According to the Guinness book of world records, it’s the most fearless creature in the world.
A ferocious little critter (only about two feet long when you count their tails) that’s impervious to cobra venom, bee stings and just about every other threat that might be lurking in the African plains. (They’ll even throw down with a lion!)
They eat pretty much anything from lizards to rodents to snakes to birds and bee larvae.
We’re talking about the Mellivora Capensis… aka the Honey Badger.
And as the saying goes, “the honey badger don’t give a $#!%…”
Lately, one market has taken on a honey badger attitude.
In mid-September, the Fed decided it was time for rates to start coming down and they began a new easing cycle lowering their Fed Funds target rate by a full 50 basis points. (An aggressive move by any account!)
But like the honey badger, the bond market didn’t give a $#!%.
As the Fed started its easing cycle, yields on the 10-year note, the US’ borrowing benchmark, bottomed. And in the ensuing weeks they have actually risen from roughly 3.6% to nearly 4.25%!
US Treasury 10-Year Yield
What’s Going On?
The US has just closed out its 2024 fiscal year and the results, as expected, were abysmal.

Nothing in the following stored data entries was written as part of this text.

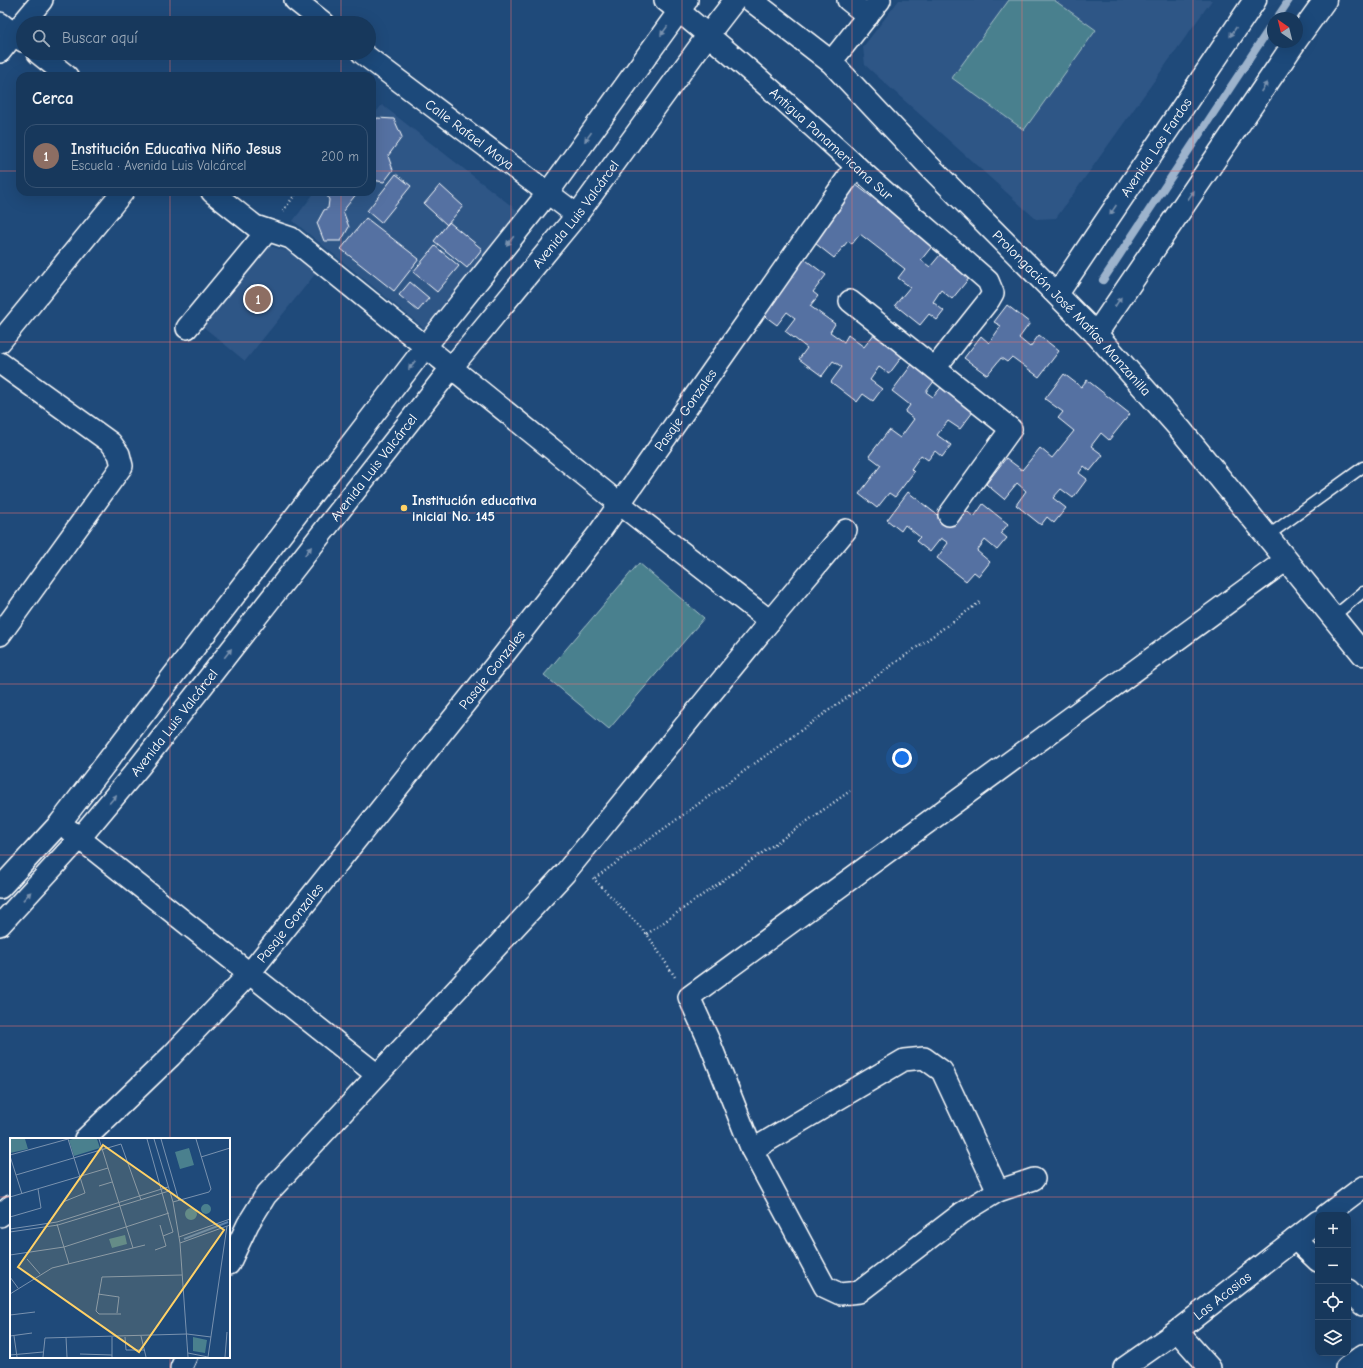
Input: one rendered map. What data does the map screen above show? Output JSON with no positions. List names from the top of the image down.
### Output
{
  "streets": {
    "street": [
      "Calle Rafael Maya",
      "Antigua Panamericana Sur",
      "Avenida Los Fardos",
      "Avenida Luis Valcárcel",
      "Prolongación José Matías Manzanilla",
      "Pasaje Gonzales",
      "Las Acasias"
    ]
  },
  "crossings": [
    ["Calle Rafael Maya", "Avenida Luis Valcárcel"],
    ["Antigua Panamericana Sur", "Avenida Luis Valcárcel"],
    ["Antigua Panamericana Sur", "Pasaje Gonzales"],
    ["Avenida Los Fardos", "Prolongación José Matías Manzanilla"]
  ],
  "places": ["Institución educativa inicial No. 145"],
  "north": "top left",
  "page": {
    "search": "Buscar aquí",
    "heading": "Cerca",
    "list": [
      {
        "mark": "1",
        "name": "Institución Educativa Niño Jesus",
        "note": "Escuela · Avenida Luis Valcárcel",
        "value": "200 m"
      }
    ],
    "pins": "1",
    "map_buttons": ["+", "−"]
  }
}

According to Janet Yellen and the Treasury, the budget deficit hit its highest level in history. (That’s not counting the two outlier years during the pandemic stimmy giveaways.)
The total deficit for FY 2024 topped $1.8 trillion.
And while that’s bad enough on its own, in what might be the greatest irony in financial history, the largest contributor to that deficit was… interest on the debt.
If you scroll down the Treasury’s monthly statement it shows they paid out over $84 billion in interest payments in the last month of the fiscal year. That increased last year’s total interest expense by a staggering 29% to $1.13 trillion.
That was more than the government spent on Medicare and the defense budget.
Needless to say, the exploding interest cost is a serious problem.
When it comes to government debt, nothing gets retired. The Treasury simply rolls its debt over, refinancing the securities that come due. Which simply adds to the total amount of debt — increasing the interest expense they have to pay.
Now interest on the debt will soon become the biggest contributor to the debt itself.
Think about it. This year alone has added over $1 trillion to the annual base borrowing needs of the country. Before we pay for anything else. In that same 2024 fiscal year, the country took in $4.92 trillion in income. The interest cost ate up 23% of that.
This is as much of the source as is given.